Pistachio Pound Cake With Strawberries And Cream

If you've read this blog for some time, you must know how much I love to work with recipes where the focus is on the fruit of the season. My first foray of baking with fruit began with Isidora Popovic's 'Popina Book of Baking'. My very first recipe on this blog came from that book. I was absolutely taken in by how the fruit added so much more to the flavour and freshness of my bakes. 

I, then followed it up with Nigel Slater's 'Ripe : A Cook in the Orchard', a book that opened up a collection of recipes that paired fruit in sweet as well as savoury dishes. And my latest addition to this small collection is Yossy Arefi's 'Sweeter off the Vine'. Yossy is the voice behind the blog, 'Apt. 2B Baking Co'. I adore everything about this Brooklyn based baker and photographer's blog..the recipes, the photography and now I'm completely taken in with her book. If you enjoy baking and somehow, haven't yet discovered her blog, I'd seriously recommend it. 
 

The season of fruits in India may differ from those in these books but each of the books mentioned above always has space for recipes that work with strawberries, the fruit currently in season. Out of all of the book's recipes with strawberries, I zeroed in on the pistachio pound cake that is paired with strawberries and cream. I do have my eye on the strawberry and campari ice pops but those will have to wait for the weather to get a bit warmer.
 

I was intrigued by the pistachio pound cake. I have used almond meal in my cakes and have loved the depth and richness that it has given my cakes but have never worked with pistachios. And what an absolute delight this pound cake was. 

Who doesn't love a good, hearty pound cake and the pistachios give it that something extra to stand apart from your regular pound cake. You can taste the pistachios but it is not overpowering at all. It just adds a lil something special to the wholesomeness of a pound cake.

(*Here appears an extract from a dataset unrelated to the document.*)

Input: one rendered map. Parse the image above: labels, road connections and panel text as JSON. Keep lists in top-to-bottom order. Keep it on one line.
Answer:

The recipe pairs thick slices of this cake with strawberries macerated in a lavender sugar and cream. While the idea of lavender sugar had me really excited, unfortunately I couldn't get my hands on it out here. So, I adapted by macerating the strawberries in vanilla and some liqueur. 

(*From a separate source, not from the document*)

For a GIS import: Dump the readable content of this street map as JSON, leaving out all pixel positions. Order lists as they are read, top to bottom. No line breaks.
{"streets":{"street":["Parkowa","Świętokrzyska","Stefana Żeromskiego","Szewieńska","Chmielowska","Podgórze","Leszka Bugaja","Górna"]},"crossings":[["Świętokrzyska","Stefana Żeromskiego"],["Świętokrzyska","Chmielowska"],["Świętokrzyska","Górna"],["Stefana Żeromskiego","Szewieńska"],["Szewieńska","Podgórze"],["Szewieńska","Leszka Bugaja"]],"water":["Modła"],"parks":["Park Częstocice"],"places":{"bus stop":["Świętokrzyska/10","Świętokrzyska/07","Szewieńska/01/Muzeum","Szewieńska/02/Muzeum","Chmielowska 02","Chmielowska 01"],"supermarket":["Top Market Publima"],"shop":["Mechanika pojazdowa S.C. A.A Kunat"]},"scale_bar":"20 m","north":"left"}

Serving strawberries and cream with this cake immediately elevates it as an elegant dessert. However, if you don't want to serve it with strawberries and cream, I assure you that pound cake, warm out of the oven, with a cup of tea is still a winner.


Hope you all had a lovely weekend..xx!

Sunday 8 January 2017

Orange, Fig And Cardamom Cake

Nothing like a new year to start afresh with this blog. Last year was a nondescript year for me and yours truly is more than ready to welcome the new year. As for this blog, it seems that all I managed was nine posts for the whole of 2016. So, this year will be all about getting all those posts floating around in my head onto this little space of mine. 

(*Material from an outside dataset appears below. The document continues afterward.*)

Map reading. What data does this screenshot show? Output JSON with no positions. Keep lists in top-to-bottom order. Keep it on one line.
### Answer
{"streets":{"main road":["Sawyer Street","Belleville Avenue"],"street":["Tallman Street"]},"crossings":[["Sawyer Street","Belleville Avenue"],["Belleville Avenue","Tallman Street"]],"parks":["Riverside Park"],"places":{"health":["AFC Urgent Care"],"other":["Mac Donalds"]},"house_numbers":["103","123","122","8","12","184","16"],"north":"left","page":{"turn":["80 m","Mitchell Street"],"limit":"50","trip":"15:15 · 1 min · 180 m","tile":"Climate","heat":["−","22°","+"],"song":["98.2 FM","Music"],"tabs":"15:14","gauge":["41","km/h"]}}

And getting straight onto the job with a cake that I baked this weekend. For some reason, almost every post in the latter half of the year was chocolate. So, am taking a break from chocolate and turning to my other love, baking with the fruit of the season.



That would be figs and oranges today. I found this cake in Nigel Slater's 'Ripe', his weighty ode to cooking with the fruit in season. This is essentially an almond cake, flavoured with oranges and cardamom that has a layer of fresh figs, running through the middle of the cake. As the cake bakes, the figs cook into a soft, jammy consistency.

Once baked, a lemon and orange syrup is then poured on top of the hot cake. You will be tempted to give it a miss but don't. You will appreciate the citrus syrup when you help yourself to a slice. 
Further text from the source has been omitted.